Task statement:
Please copy each line in the records below that contains the string "symbols".

Supplied information:
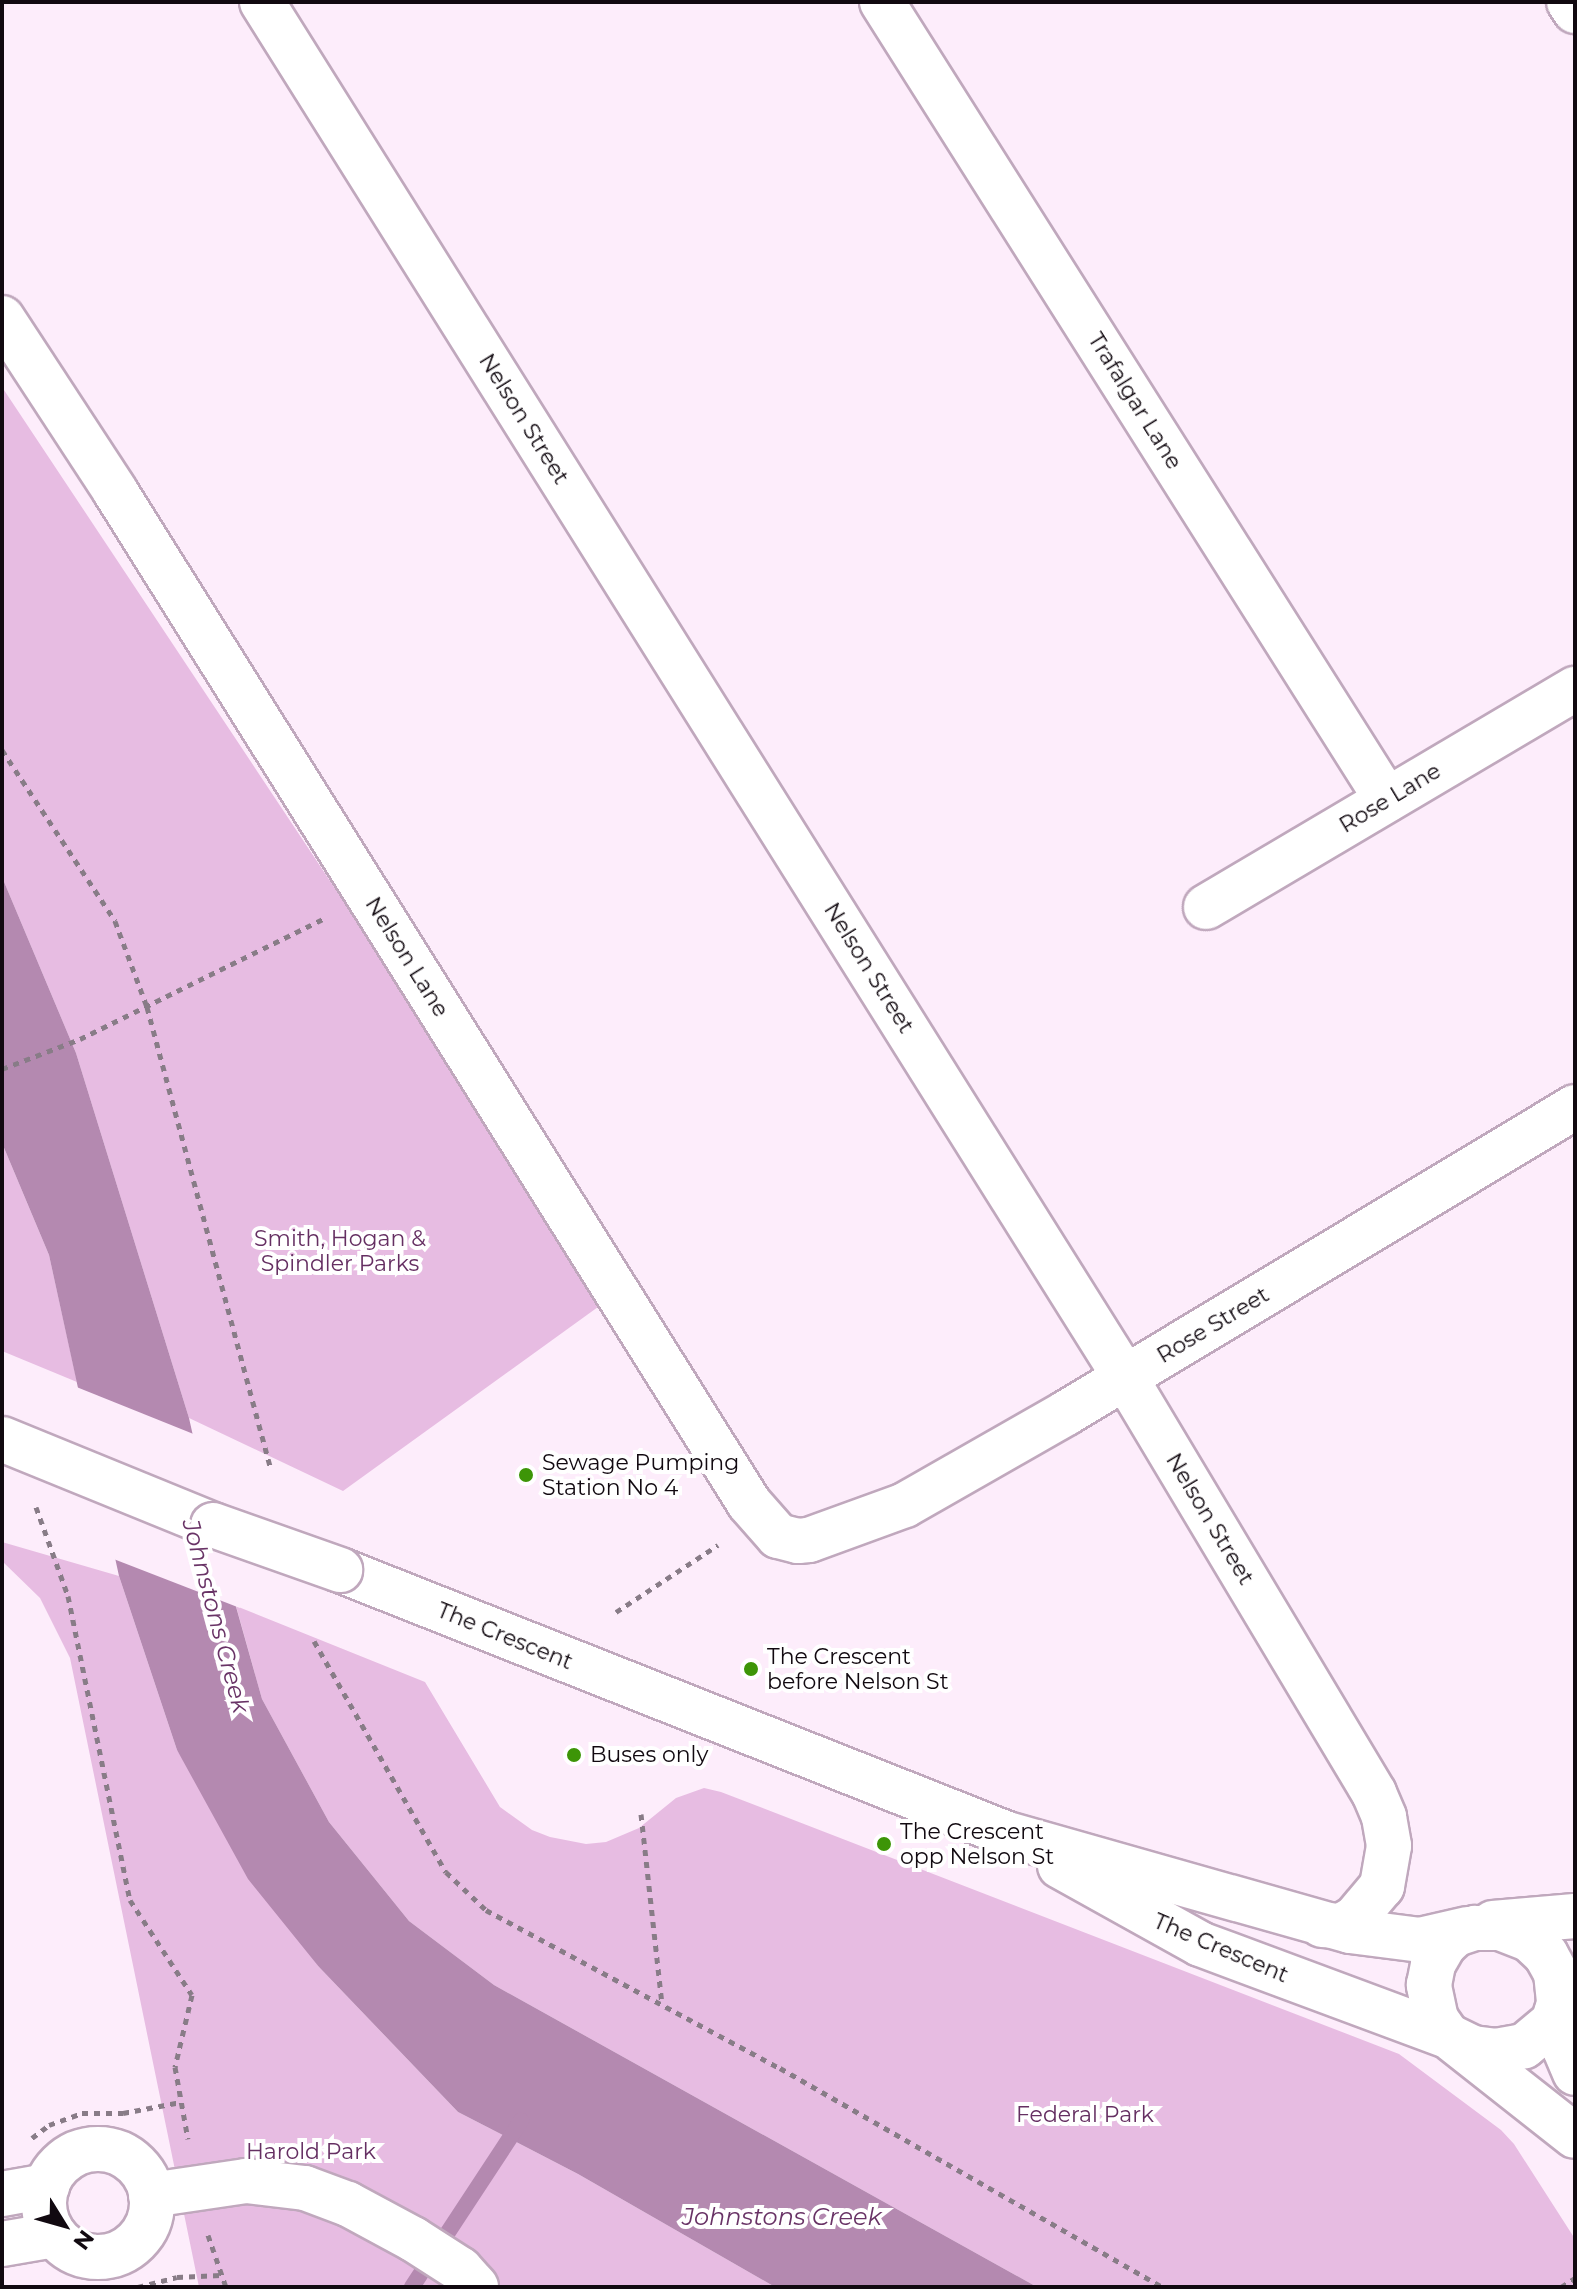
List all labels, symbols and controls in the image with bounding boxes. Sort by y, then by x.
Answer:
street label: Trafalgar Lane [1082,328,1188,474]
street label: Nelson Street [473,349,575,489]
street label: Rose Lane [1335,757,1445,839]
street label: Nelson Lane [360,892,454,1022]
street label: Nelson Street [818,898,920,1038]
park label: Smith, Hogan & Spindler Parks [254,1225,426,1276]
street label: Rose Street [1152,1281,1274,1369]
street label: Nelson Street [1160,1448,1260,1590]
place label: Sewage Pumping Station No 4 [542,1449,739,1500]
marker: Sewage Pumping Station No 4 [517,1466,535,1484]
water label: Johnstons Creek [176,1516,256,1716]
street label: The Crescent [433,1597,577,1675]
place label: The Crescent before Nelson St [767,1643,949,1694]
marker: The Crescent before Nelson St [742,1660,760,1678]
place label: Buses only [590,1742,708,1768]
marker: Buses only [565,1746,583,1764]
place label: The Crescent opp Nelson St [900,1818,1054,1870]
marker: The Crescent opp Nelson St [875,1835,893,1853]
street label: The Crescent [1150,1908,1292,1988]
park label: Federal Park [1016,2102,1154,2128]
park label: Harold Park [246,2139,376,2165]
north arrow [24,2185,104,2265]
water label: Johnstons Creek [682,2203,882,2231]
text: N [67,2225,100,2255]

...

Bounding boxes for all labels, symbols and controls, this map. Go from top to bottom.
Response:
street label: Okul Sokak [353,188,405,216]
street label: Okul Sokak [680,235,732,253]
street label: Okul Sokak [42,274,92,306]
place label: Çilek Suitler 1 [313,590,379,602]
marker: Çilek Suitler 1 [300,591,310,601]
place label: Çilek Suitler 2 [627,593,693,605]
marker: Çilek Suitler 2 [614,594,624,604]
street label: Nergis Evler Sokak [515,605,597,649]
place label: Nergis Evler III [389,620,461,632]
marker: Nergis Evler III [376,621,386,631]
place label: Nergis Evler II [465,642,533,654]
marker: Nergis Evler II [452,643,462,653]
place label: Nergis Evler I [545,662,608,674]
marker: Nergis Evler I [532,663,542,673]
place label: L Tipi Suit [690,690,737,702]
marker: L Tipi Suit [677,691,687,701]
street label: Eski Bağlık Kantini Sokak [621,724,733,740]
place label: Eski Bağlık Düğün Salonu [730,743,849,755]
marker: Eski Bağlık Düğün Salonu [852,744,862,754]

Solution to this exercise:
List all labels, symbols and controls in the image with bounding boxes. Sort by y, then by x.
Bounding boxes for all labels, symbols and controls, this map. Go from top to bottom.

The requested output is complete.